Data for review START

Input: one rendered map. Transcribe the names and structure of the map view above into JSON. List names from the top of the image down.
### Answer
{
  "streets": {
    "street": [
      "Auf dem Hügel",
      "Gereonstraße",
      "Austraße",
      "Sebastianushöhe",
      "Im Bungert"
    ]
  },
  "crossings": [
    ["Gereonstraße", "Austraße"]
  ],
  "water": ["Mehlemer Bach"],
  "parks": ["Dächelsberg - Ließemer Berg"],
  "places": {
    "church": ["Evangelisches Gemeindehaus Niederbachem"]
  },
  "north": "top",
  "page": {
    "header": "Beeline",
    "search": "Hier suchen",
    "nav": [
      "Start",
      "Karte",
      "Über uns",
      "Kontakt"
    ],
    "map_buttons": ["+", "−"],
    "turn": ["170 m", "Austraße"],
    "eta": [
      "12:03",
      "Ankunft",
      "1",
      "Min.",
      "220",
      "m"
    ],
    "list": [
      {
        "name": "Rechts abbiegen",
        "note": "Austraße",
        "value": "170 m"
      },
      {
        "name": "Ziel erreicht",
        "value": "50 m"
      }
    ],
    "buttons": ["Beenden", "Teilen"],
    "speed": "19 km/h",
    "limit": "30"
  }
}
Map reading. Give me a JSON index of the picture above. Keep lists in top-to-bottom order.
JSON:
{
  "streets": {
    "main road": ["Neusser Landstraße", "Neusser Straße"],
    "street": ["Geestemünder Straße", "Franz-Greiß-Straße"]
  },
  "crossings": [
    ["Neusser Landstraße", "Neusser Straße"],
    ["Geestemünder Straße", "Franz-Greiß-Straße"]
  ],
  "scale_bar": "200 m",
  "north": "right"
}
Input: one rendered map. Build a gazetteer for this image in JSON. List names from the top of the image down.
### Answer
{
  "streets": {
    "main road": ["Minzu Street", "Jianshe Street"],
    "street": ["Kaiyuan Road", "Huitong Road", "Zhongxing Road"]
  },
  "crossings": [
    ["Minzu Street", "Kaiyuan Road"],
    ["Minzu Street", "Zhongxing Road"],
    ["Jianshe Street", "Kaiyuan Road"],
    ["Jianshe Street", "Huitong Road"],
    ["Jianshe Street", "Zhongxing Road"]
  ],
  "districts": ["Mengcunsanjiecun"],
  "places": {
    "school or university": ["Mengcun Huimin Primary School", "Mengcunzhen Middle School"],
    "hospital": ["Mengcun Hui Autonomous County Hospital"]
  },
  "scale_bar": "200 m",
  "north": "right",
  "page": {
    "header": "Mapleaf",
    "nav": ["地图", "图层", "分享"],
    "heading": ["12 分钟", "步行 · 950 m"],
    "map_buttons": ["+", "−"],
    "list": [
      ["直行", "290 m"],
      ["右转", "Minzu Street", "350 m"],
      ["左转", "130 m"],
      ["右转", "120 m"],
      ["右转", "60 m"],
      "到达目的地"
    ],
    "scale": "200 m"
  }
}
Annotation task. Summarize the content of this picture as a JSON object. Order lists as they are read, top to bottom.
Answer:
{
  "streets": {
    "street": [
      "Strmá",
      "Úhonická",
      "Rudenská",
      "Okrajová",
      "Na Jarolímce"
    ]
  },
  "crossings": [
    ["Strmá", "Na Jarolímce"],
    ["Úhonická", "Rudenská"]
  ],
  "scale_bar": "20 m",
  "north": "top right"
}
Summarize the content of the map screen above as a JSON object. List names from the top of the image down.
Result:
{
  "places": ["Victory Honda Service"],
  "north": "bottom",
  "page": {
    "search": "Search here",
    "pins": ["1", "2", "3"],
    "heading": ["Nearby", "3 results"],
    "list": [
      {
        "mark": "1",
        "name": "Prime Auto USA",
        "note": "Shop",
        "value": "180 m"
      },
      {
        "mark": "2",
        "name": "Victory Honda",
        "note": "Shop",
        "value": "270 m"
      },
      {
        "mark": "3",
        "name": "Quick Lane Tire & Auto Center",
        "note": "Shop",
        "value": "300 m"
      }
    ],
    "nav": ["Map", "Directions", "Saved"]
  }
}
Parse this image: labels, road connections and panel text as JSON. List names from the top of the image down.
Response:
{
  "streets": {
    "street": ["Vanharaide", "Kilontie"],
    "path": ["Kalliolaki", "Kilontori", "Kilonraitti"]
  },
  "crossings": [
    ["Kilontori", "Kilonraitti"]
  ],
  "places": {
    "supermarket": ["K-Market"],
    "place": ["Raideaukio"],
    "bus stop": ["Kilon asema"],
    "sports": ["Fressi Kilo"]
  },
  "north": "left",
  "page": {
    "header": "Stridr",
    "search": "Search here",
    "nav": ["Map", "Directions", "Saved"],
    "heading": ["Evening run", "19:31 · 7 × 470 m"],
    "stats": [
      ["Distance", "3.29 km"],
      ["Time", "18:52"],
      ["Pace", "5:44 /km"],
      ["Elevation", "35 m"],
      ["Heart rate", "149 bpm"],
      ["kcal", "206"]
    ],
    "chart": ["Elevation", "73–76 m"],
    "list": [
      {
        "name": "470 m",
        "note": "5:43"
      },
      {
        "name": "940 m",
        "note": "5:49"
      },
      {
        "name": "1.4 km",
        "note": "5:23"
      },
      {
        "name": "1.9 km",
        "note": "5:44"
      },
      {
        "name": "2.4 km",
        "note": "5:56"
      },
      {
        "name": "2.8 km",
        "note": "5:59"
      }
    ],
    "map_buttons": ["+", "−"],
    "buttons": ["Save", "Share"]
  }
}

Data for review END

▶ [Required action]
Please print out every entry again, exactly as it reads.

▶ [Result of the exercise]
Input: one rendered map. Transcribe the names and structure of the map view above into JSON. List names from the top of the image down.
### Answer
{
  "streets": {
    "street": [
      "Auf dem Hügel",
      "Gereonstraße",
      "Austraße",
      "Sebastianushöhe",
      "Im Bungert"
    ]
  },
  "crossings": [
    ["Gereonstraße", "Austraße"]
  ],
  "water": ["Mehlemer Bach"],
  "parks": ["Dächelsberg - Ließemer Berg"],
  "places": {
    "church": ["Evangelisches Gemeindehaus Niederbachem"]
  },
  "north": "top",
  "page": {
    "header": "Beeline",
    "search": "Hier suchen",
    "nav": [
      "Start",
      "Karte",
      "Über uns",
      "Kontakt"
    ],
    "map_buttons": ["+", "−"],
    "turn": ["170 m", "Austraße"],
    "eta": [
      "12:03",
      "Ankunft",
      "1",
      "Min.",
      "220",
      "m"
    ],
    "list": [
      {
        "name": "Rechts abbiegen",
        "note": "Austraße",
        "value": "170 m"
      },
      {
        "name": "Ziel erreicht",
        "value": "50 m"
      }
    ],
    "buttons": ["Beenden", "Teilen"],
    "speed": "19 km/h",
    "limit": "30"
  }
}
Map reading. Give me a JSON index of the picture above. Keep lists in top-to-bottom order.
JSON:
{
  "streets": {
    "main road": ["Neusser Landstraße", "Neusser Straße"],
    "street": ["Geestemünder Straße", "Franz-Greiß-Straße"]
  },
  "crossings": [
    ["Neusser Landstraße", "Neusser Straße"],
    ["Geestemünder Straße", "Franz-Greiß-Straße"]
  ],
  "scale_bar": "200 m",
  "north": "right"
}
Input: one rendered map. Build a gazetteer for this image in JSON. List names from the top of the image down.
### Answer
{
  "streets": {
    "main road": ["Minzu Street", "Jianshe Street"],
    "street": ["Kaiyuan Road", "Huitong Road", "Zhongxing Road"]
  },
  "crossings": [
    ["Minzu Street", "Kaiyuan Road"],
    ["Minzu Street", "Zhongxing Road"],
    ["Jianshe Street", "Kaiyuan Road"],
    ["Jianshe Street", "Huitong Road"],
    ["Jianshe Street", "Zhongxing Road"]
  ],
  "districts": ["Mengcunsanjiecun"],
  "places": {
    "school or university": ["Mengcun Huimin Primary School", "Mengcunzhen Middle School"],
    "hospital": ["Mengcun Hui Autonomous County Hospital"]
  },
  "scale_bar": "200 m",
  "north": "right",
  "page": {
    "header": "Mapleaf",
    "nav": ["地图", "图层", "分享"],
    "heading": ["12 分钟", "步行 · 950 m"],
    "map_buttons": ["+", "−"],
    "list": [
      ["直行", "290 m"],
      ["右转", "Minzu Street", "350 m"],
      ["左转", "130 m"],
      ["右转", "120 m"],
      ["右转", "60 m"],
      "到达目的地"
    ],
    "scale": "200 m"
  }
}
Annotation task. Summarize the content of this picture as a JSON object. Order lists as they are read, top to bottom.
Answer:
{
  "streets": {
    "street": [
      "Strmá",
      "Úhonická",
      "Rudenská",
      "Okrajová",
      "Na Jarolímce"
    ]
  },
  "crossings": [
    ["Strmá", "Na Jarolímce"],
    ["Úhonická", "Rudenská"]
  ],
  "scale_bar": "20 m",
  "north": "top right"
}
Summarize the content of the map screen above as a JSON object. List names from the top of the image down.
Result:
{
  "places": ["Victory Honda Service"],
  "north": "bottom",
  "page": {
    "search": "Search here",
    "pins": ["1", "2", "3"],
    "heading": ["Nearby", "3 results"],
    "list": [
      {
        "mark": "1",
        "name": "Prime Auto USA",
        "note": "Shop",
        "value": "180 m"
      },
      {
        "mark": "2",
        "name": "Victory Honda",
        "note": "Shop",
        "value": "270 m"
      },
      {
        "mark": "3",
        "name": "Quick Lane Tire & Auto Center",
        "note": "Shop",
        "value": "300 m"
      }
    ],
    "nav": ["Map", "Directions", "Saved"]
  }
}
Parse this image: labels, road connections and panel text as JSON. List names from the top of the image down.
Response:
{
  "streets": {
    "street": ["Vanharaide", "Kilontie"],
    "path": ["Kalliolaki", "Kilontori", "Kilonraitti"]
  },
  "crossings": [
    ["Kilontori", "Kilonraitti"]
  ],
  "places": {
    "supermarket": ["K-Market"],
    "place": ["Raideaukio"],
    "bus stop": ["Kilon asema"],
    "sports": ["Fressi Kilo"]
  },
  "north": "left",
  "page": {
    "header": "Stridr",
    "search": "Search here",
    "nav": ["Map", "Directions", "Saved"],
    "heading": ["Evening run", "19:31 · 7 × 470 m"],
    "stats": [
      ["Distance", "3.29 km"],
      ["Time", "18:52"],
      ["Pace", "5:44 /km"],
      ["Elevation", "35 m"],
      ["Heart rate", "149 bpm"],
      ["kcal", "206"]
    ],
    "chart": ["Elevation", "73–76 m"],
    "list": [
      {
        "name": "470 m",
        "note": "5:43"
      },
      {
        "name": "940 m",
        "note": "5:49"
      },
      {
        "name": "1.4 km",
        "note": "5:23"
      },
      {
        "name": "1.9 km",
        "note": "5:44"
      },
      {
        "name": "2.4 km",
        "note": "5:56"
      },
      {
        "name": "2.8 km",
        "note": "5:59"
      }
    ],
    "map_buttons": ["+", "−"],
    "buttons": ["Save", "Share"]
  }
}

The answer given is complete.